The main difference between Southern Blotting and Western Blotting is that Southern Blotting is a technique that is used to detect a specific DNA fragment in a given sample whereas Western Blotting is used to find out a specific protein in a given sample.
Southern Blotting vs. Western Blotting
Blotting is a technique that is used by scientists to separate different types of molecules from a mixture or sample. In this technique, macromolecules like nucleic acids (DNA and RNA) and proteins in a mixture move through a slab of gel. Here, minute particles will move faster than the bigger ones. These molecules are pressed against the surface of an immobilized membrane which transfers the molecules onto the membrane. There are different types of blotting on the basis of detection of specific material, i.e., southern blotting, northern blotting, and western blotting. Southern blotting is the type of blotting that is used to detect DNA while western blotting is used to find out protein. Southern blotting was developed by Edward M. Southern in 1975. So, it is known as Southern blotting. On the other hand, western blotting was developed by George Stark’s group at Stanford University in 1979. This name was used to match with southern blotting. Southern blotting is used to find out a specific DNA sequence whereas, western blotting is used to find out a specific amino acid or protein sequence.
What is Southern Blotting?
Southern blotting is the oldest blotting method that was given by Edwin Southern thus, named as southern blotting. It is used to find out a specific sequence of DNA in a given sample or mixture. Steps involve during southern blotting are electrophoresis, transfer, and detection of specific sequences. First of all, DNA is fragmentized with the help of specific restriction enzyme. Then desired DNA fragments are separated through gel electrophoresis. These fragments are denatured with the help of an alkaline solution, e.g., NaOH, etc. to separate the two DNA strands. These single-stranded DNA fragments then transferred on a membrane through the process of blotting. This membrane-bounded DNA is then treated with a labelled probe. This probe will attach to its complementary strand on the membrane DNA which can be visualized by autoradiogram etc.
What is Western Blotting?
Western blotting method was invented by George Stark’s group at Stanford University that is used to identify a specific sequence of amino acids in the protein. It is also known as protein blot or immune-blotting. The steps during western blotting are electrophoresis, transfer, and detection of specific proteins. First of all, homogenize the mixture. Then separate the molecule of interest with the help of electrophoresis. Transfer these molecules on the membrane and identify the specific protein by using specific probe.

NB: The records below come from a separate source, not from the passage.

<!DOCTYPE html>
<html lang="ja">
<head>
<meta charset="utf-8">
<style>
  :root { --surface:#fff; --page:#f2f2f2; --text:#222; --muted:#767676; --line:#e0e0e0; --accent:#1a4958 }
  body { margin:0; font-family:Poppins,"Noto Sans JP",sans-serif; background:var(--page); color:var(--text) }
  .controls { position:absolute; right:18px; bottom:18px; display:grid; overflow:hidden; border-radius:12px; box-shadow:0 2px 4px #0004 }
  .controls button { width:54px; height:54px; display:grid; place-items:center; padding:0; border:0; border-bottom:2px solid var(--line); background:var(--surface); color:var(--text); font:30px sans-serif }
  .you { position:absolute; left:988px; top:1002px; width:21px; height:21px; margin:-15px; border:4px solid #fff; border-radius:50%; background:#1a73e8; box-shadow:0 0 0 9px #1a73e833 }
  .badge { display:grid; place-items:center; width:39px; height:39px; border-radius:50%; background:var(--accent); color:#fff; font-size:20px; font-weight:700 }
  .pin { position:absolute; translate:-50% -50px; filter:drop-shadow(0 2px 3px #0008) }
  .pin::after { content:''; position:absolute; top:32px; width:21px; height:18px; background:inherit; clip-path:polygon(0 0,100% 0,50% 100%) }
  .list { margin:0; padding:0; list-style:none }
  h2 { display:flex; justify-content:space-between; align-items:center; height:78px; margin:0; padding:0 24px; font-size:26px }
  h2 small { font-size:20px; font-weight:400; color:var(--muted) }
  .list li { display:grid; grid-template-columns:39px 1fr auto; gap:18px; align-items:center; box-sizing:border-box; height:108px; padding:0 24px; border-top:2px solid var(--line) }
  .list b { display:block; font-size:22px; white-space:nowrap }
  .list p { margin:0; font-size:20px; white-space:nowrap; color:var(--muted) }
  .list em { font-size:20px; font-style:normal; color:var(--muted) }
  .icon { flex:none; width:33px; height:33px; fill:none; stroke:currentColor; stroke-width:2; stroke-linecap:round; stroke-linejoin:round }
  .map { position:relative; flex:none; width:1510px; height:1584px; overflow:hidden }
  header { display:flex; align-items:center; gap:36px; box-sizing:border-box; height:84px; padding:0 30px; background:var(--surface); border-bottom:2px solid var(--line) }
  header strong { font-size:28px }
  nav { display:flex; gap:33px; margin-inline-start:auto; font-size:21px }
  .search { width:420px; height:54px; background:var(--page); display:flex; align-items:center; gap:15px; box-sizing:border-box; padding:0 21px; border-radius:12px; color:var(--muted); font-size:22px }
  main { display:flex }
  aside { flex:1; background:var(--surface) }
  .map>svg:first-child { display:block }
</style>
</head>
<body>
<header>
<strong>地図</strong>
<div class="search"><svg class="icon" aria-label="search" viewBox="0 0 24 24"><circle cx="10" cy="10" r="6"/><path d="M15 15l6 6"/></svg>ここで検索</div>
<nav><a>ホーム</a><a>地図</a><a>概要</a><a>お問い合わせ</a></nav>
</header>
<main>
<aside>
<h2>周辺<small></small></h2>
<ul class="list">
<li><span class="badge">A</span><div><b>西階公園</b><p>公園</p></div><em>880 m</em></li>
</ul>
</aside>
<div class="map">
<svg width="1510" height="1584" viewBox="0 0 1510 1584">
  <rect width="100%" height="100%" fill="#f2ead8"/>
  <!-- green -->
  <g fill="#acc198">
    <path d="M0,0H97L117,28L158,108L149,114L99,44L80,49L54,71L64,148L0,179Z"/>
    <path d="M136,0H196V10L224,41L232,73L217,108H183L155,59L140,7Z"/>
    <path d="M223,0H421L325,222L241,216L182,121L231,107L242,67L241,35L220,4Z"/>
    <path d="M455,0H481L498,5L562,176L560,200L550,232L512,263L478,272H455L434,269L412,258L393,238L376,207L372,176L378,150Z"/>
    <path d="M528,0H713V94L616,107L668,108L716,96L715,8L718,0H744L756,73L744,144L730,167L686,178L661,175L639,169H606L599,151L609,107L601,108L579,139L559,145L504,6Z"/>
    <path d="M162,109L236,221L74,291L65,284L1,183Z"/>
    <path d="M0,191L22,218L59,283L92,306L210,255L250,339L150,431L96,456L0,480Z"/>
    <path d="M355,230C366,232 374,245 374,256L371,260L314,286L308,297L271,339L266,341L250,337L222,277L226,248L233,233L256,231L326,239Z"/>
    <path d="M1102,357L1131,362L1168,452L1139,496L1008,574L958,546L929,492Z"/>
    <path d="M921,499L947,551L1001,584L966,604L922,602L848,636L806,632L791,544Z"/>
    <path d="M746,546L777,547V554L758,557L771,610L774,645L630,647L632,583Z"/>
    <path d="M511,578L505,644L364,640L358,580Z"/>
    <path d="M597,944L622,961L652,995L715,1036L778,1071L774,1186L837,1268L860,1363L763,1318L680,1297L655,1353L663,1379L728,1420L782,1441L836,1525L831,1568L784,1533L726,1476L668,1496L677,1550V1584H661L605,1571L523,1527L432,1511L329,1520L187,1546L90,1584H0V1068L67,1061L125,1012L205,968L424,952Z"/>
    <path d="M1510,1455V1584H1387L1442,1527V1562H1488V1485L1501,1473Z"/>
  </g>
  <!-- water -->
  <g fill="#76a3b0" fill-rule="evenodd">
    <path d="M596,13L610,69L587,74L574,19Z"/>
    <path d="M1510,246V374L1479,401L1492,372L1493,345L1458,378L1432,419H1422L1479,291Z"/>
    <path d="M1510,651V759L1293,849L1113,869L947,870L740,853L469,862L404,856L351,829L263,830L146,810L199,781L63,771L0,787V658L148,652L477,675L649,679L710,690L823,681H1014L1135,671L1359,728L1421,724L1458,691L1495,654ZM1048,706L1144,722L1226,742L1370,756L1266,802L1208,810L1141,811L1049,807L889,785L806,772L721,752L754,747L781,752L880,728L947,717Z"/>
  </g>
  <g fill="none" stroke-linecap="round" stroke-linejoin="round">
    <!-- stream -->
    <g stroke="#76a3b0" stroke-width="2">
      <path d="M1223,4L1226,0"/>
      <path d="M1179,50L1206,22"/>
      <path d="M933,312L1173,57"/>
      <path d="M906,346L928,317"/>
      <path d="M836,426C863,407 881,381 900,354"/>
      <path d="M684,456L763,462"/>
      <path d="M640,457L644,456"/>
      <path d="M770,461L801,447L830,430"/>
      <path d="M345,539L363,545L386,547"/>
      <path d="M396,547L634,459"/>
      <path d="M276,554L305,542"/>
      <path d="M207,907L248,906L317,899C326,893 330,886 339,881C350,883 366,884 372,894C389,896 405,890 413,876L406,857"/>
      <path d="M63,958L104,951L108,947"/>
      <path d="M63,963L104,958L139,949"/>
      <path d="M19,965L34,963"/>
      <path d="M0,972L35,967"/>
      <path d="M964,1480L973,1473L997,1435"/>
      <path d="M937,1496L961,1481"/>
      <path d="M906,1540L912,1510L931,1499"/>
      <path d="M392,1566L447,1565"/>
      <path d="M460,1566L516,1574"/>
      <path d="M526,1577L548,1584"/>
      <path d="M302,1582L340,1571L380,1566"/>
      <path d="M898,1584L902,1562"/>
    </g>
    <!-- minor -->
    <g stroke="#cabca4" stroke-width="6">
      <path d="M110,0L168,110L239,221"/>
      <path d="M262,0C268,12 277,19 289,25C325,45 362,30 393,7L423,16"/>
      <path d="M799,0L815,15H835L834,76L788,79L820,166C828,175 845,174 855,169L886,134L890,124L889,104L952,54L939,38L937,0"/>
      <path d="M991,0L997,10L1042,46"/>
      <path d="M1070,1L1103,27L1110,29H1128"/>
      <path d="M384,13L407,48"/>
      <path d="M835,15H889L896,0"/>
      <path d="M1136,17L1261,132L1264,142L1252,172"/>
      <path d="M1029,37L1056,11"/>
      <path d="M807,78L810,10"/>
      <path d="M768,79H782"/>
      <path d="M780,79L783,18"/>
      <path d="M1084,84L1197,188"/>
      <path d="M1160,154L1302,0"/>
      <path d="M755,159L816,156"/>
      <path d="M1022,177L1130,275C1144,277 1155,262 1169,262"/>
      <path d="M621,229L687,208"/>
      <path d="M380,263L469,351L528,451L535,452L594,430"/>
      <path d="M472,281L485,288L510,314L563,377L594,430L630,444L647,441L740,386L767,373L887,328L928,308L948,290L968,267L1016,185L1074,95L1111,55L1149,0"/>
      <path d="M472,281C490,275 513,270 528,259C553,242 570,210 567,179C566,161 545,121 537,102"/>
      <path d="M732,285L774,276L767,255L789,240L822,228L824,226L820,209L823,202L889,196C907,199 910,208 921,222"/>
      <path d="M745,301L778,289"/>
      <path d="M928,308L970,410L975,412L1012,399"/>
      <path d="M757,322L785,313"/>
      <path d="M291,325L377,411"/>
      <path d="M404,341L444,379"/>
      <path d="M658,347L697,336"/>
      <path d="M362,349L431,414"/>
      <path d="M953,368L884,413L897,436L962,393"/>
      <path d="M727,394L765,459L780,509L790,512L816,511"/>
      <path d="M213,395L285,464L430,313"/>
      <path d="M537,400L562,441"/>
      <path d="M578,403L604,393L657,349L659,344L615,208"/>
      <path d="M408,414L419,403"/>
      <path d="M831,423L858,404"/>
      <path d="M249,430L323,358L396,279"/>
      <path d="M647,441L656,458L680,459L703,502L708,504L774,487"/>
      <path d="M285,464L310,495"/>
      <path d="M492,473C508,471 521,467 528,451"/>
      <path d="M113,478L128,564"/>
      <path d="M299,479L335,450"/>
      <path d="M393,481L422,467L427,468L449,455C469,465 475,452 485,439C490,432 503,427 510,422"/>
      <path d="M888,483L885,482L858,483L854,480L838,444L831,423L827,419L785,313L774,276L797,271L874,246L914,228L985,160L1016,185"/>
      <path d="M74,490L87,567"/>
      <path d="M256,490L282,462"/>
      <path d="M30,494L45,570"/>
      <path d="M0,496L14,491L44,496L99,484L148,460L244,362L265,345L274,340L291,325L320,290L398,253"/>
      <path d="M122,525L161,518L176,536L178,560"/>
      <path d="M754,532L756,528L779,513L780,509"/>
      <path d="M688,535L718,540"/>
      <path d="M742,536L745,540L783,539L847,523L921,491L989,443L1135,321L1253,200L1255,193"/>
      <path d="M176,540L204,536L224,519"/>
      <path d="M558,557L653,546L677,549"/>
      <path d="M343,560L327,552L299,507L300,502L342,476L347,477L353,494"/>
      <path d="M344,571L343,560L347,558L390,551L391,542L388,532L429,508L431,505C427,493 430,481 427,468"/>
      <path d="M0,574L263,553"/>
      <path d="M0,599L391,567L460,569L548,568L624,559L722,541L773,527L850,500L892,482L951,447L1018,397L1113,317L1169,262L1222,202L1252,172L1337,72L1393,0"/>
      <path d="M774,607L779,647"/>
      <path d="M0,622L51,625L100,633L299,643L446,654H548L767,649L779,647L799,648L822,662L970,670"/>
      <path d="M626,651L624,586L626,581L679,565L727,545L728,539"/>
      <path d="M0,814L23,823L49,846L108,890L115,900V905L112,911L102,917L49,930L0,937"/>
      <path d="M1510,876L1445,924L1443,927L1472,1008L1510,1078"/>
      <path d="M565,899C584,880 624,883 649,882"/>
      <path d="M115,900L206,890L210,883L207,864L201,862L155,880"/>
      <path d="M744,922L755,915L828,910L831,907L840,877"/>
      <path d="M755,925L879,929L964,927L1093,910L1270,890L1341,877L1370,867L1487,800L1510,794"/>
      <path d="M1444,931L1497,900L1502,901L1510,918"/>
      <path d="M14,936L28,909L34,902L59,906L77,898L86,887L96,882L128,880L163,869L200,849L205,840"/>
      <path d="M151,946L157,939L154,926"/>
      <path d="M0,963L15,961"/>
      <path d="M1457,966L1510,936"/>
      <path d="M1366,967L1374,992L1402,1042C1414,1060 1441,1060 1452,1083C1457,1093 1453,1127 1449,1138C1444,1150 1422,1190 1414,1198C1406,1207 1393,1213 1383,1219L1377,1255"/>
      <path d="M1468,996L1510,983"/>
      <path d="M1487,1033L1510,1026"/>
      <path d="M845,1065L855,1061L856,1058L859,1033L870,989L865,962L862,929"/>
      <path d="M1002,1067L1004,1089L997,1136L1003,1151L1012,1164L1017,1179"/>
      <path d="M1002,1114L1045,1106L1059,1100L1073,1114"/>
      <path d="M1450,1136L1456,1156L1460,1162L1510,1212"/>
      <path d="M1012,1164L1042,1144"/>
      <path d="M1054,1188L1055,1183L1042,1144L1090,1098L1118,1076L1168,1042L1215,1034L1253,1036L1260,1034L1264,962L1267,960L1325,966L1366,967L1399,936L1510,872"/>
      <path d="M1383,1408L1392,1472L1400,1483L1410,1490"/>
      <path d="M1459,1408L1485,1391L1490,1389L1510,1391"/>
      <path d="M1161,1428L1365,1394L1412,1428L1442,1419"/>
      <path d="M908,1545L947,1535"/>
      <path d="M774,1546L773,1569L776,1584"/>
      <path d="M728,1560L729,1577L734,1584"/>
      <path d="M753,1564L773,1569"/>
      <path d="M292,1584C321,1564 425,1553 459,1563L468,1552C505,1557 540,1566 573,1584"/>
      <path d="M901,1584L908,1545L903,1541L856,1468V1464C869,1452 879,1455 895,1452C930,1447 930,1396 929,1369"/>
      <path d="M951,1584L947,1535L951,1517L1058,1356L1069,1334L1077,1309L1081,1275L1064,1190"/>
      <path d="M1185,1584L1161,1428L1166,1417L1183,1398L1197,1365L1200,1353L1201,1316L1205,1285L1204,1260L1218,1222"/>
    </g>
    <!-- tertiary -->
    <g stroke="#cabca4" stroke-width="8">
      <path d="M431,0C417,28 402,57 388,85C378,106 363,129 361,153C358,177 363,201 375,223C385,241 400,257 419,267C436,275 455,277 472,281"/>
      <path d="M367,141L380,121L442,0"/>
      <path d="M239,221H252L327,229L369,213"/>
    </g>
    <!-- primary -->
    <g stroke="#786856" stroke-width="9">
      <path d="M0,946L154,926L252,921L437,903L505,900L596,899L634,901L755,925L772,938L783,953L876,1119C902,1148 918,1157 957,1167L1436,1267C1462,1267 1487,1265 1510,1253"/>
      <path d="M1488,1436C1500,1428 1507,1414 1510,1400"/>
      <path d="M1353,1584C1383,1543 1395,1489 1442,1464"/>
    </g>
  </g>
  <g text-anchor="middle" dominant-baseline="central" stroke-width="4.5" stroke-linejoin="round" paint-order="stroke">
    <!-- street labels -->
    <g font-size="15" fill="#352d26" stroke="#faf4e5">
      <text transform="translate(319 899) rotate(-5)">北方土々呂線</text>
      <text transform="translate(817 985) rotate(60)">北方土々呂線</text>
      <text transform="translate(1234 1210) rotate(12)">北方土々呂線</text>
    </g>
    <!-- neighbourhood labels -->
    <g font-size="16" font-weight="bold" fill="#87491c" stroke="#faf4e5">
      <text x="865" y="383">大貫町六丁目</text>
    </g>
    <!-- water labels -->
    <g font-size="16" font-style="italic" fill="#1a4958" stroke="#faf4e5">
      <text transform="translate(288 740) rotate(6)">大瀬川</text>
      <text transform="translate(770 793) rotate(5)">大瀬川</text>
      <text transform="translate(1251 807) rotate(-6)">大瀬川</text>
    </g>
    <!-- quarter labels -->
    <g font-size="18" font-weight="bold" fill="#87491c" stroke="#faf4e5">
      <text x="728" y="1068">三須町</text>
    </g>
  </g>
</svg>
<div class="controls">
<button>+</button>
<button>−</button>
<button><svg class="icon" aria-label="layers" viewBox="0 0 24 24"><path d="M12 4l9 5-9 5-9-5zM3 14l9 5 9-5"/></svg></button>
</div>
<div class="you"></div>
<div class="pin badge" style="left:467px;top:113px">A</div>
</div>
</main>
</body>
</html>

- A technique that is used to find out a specific DNA sequence in a given mixture is known as southern blotting whereas, a technique that is used to find out a specific amino acids sequence of the protein in a given mixture is known as southern blotting.
- Southern blotting was developed by Edward M. Southern in 1975 so, known as southern blotting. On the other hand, western blotting was developed by George Stark’s group at Stanford University in 1979.
- Southern blotting is used to find out a specific DNA sequence. Conversely, western blotting is used to find out a specific amino acid or protein sequence.
- Southern blotting works on the principle of hybridization on the flip side; western blotting works on the principle of immunodetection method or antigen-antibody interaction.
- A single-stranded DNA or sometimes RNA is used as a probe in Southern blotting on the other side, in western blotting primary and secondary antibodies are used as a probe.
- Agarose gel electrophoresis is used in southern blotting while SDS PAGE/ Polyacrylamide gel used to separate proteins in western blotting.
- Southern blotting follows capillary transfer procedure, on the other hand; western Blotting follows electric transfer procedure.
- During Southern blotting, the sample needs to be denaturated, whereas, during western blotting, the sample should be in its native state.
- No any step like blocking is involved in southern blotting on the flip side, during western blotting, nonspecific antibody sites are blocked on the nitrocellulose paper with the help of milk powder or bovine serum albumin (BSA).
- Common labeling methods that are used in southern blotting are the use of chromogenic dyes or radiolabelling or fluorescent labeling etc. while, labeling methods used in western blotting are the use of fluorescently labeled antibody or radiolabelling, chromogenic dyes or formation of diaminobenzidine, etc.
- Detection of light, Autoradiograph, and Changes in color are used as detection methods in southern blotting, whereas, detection methods in western blotting are changes in color and detection of light, etc.
- Southern blotting is used in DNA detection, paternity testing, DNA fingerprinting, for victim identification, for identifying criminals, to find infectious agents and to identify mutation or gene rearrangement, etc. Conversely, western blotting is used to find the number of protein in a mixture, to detect the presence of HIV, virus, and bacteria, etc. in the serum, to find out defective proteins and used as a definite measure for herpes, hepatitis B, Lyme disease, and Creutzfeldt-Jacob disease, etc.
Above discussion summarizes that southern blotting is the oldest blotting technique used to find out specific DNA segment in a sample while western blotting was discovered latter and used to identify a specific sequence of amino acids or a specific protein.